Pagi ini, Andara masih berada diatas ranjang kesayanganya. Ia tidak punya siapa-siapa lagi. Andara masih beruntung kedua orangtunya meninggalkan rumah dan beberapa uang yang cukup menyambung hidupnya sampai ia lulus kuliah walaupun sebenarnya tidak cukup. Karna Andara masih SMA tidak ada yang menerimanya untuk bekerja.

Air matanya mengalir mengingat kedua orang tuanya. Biasanya, ayah andara mengajaknya jalan-jalan bersama ibu Andara. Ia hanya bisa menangis mengingat tragisnya kecelakaan yang merengkut nyawa orangtuanya.

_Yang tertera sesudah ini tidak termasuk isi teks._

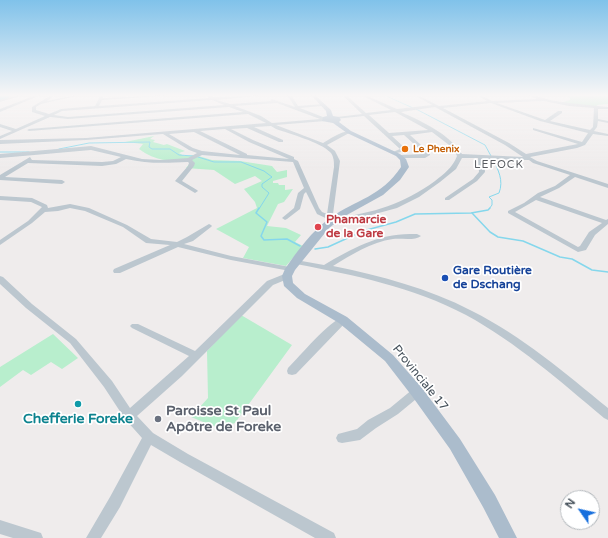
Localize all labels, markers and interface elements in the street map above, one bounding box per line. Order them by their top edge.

"Hiks..hiks...kenapa tuhan...hiks" tangis Andara pecah
Andara berusah tegar menghadapi ujian bu karna Andara yakin ayah dan ibunya sudah bahagia di sana dan meraka tidak ingin melihat Andara sedih.

Andara mengusap air matanya dengan tangan "aku nggak boleh begini aku harus kuat, semangat Andara kamu pasti bisa menghadapinya" tangis Andara berganti menjadi seyum manis walaupun terpaksa. Ia mulai bangkit dan menuju kamar mandi.

Kini andara membuat sarapan untuk dirinya sendiri. Tidak lupa menyiapkan bekal untuk dibawa ke sekolah agar pengeluaran bulanannya tidak bertambah banyak.

Jarak sekolah dan rumah andara tidak jauh, Andara memilih untuk jalan kaki hanya butuh waktu 15 menit, ia sudah sampai digerbang utama sekolah.

Langkah andara terus berganti menuju kelasnya.
"Hey....lo itu nggak pantes sekolah disini" ucap ketua geng itu.
Dia adalah keysiana. Anak pengusaha kaya yang sombong, ia merasa paling berkuasa di sekolah.

Andara yang mendengar itu hanya diam saja. Tapi, hatinya merasa sakit, dadanya sesak. Ia ingin membalasnya tapi itu mustahil karna Andara dapat masuk ke sekolah ini karna beasiswa. Andara ingin menangis tapi ia menahanya ia tidak ingin diangap lemah. Cukup di rumah saja ia menangis melampiaskan semuanya.

Mengabaikanya adalah hal terbaik, ia yakin suatu saat nanti tuhan akan membalas perbuatannya.

Ting....tong....ting....tong....
Suara bel berbunyi, semua siswa bergegas menuju kelasnya masing-masing termasuk Andara.

Tidak terasa bel pulang sekolah berbunyi. Andara mulah merapikan buku-bukunya dan bergegas pulang. Saat di tengah perjalananya ada yang menyenggol bahunya.

Bruk.....
"Aw.." andara merasakan sakit pada kakinya.
"Lo kalau jalan pakai mata!" bentak sosok yang menabrak andara. Dia adalah DEVA PUTRA, dia adalah most wanted di SMA lebih tepatnya kakak kelas andara. Wajah tampanya membuat siapapun jatuh cinta padanya.

"Maaf,kak aku nggak sengaja" andara merasa takut.
"Bilang aja sengaja, gue juga nggak akan tertarik sama cewek kayak lo dekil sok cantik. Ck...nggak sadar lo itu miskin" deva berjalan meninggalkan andara yang masih diam saja.

Deg.....Andara ingin menangis namun lagi-lagi ia menahanya.
Dadanya terasa sesak seperti ada pisah yang menggores hatinya.

"Kau baik-baik saja" tanya seseorang mengulurkan tanganya.

Andara merasa bahagia masih ada yang peduli padanya. Sebelumnya tidak ada yang pernah membantunya mereka semua menjauhi andara.